リアクション
「此度の甲鉄奪還作戦だがな。結局、回天が甲鉄にぶつかることになる。その上で、ニコールら仏蘭西軍の軍人たちと新撰組が、甲鉄に乗りこんで斬りこむのだ。高雄は、また機関部がつかえなくなる。つまり、甲鉄にたどりつけない。ゆえに、回天がぶつかるわけだ」
荒井も甲賀も、一言も言葉を発することなく副長の話をきいている。
っていうか、発する言葉もないのだろう。
「甲賀君、きみはそこで被弾する」
副長がこちらにちらりと視線を向けた。
「回天は援護してくれる艦もなく、孤立無援で戦います。敵の艦に取り囲まれ、集中砲火をあびてしまうのです。甲賀先生。あなたはその集中砲火で、まずは腕と胸を撃ち抜かれます。それでも艦長として指揮をつづけます。が、弾丸に頭を貫かれてしまう。死んでしまうのです。それをみた荒井先生は作戦中止を即座にきめ、みずから回天の舵を握って甲鉄からはなれ、戦場から離脱します」
ウィキに載っていることを、淡々と語った。感情をあらわさず、いかなるかんがえや思いを心に浮かべることなく。

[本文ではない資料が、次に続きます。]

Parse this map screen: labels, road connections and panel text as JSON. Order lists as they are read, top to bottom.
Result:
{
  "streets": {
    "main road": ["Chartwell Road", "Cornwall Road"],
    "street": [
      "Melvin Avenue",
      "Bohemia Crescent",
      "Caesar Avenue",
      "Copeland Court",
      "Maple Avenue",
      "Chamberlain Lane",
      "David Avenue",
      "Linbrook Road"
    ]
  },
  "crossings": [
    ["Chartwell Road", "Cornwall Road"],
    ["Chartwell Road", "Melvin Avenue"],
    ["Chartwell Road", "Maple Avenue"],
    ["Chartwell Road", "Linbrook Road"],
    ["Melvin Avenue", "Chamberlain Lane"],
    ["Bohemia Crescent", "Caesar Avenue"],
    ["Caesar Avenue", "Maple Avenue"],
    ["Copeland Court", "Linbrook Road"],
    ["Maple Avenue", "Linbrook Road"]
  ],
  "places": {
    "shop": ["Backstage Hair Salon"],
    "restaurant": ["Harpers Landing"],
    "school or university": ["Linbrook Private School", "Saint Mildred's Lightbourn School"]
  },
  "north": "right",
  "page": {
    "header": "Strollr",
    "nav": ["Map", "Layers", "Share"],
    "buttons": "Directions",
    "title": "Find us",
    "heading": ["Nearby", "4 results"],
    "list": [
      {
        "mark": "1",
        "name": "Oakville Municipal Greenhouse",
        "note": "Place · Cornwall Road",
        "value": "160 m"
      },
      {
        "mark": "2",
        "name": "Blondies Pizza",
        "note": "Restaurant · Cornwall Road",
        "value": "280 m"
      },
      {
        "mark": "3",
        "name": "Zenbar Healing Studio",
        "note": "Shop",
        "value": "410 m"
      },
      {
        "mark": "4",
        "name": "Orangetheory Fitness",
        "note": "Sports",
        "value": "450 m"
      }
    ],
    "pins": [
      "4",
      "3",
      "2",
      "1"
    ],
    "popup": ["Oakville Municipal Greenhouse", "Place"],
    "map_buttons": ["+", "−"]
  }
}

沈黙がいたすぎる。だれかなんらかのリアクションをとってほしい。
荒井でも甲賀でもいい。
『そんな馬鹿な』
『戦のまえにかような不吉なことを申すなどと、無礼にもほどがある』
『これだから新撰組は』
『馬鹿馬鹿しい。話をきいて損をした』
『ときのムダであった』
否定しまくり、ディスりまくり、さらには呆れかえりまくってくれたほうがよほどいい。
「すみません。こんなこと、眉唾どころか無礼すぎますよね。しかし、いまいったことはかなりの高確率で実現します。あなた方にお伝えしたのは、それを回避したいからなんです」
頭を下げて謝罪した。なぜか、そうしたくなったからである。
「どうする?おれたちは退散したほうがいいか?いまの話の内容について、ときをやりたいところだが、あいにくそのときがない。これ以上話をしたくなかったら、おれたちはここから去る。今後、この話はいっさいしないし、このあとの作戦も作戦どおりきっちりおこなう。きみらしだいだ」
再度、副長がうながしてくれた。
そしてまた、沈黙がおりた。
副長はこれ以上話をしたくなかったらやめるといったが、そのつもりはさらさらないはずである。
もしも二人が拒絶した場合、『さよでっか。ほな、さいなら』ってひっこむわけはないのだ。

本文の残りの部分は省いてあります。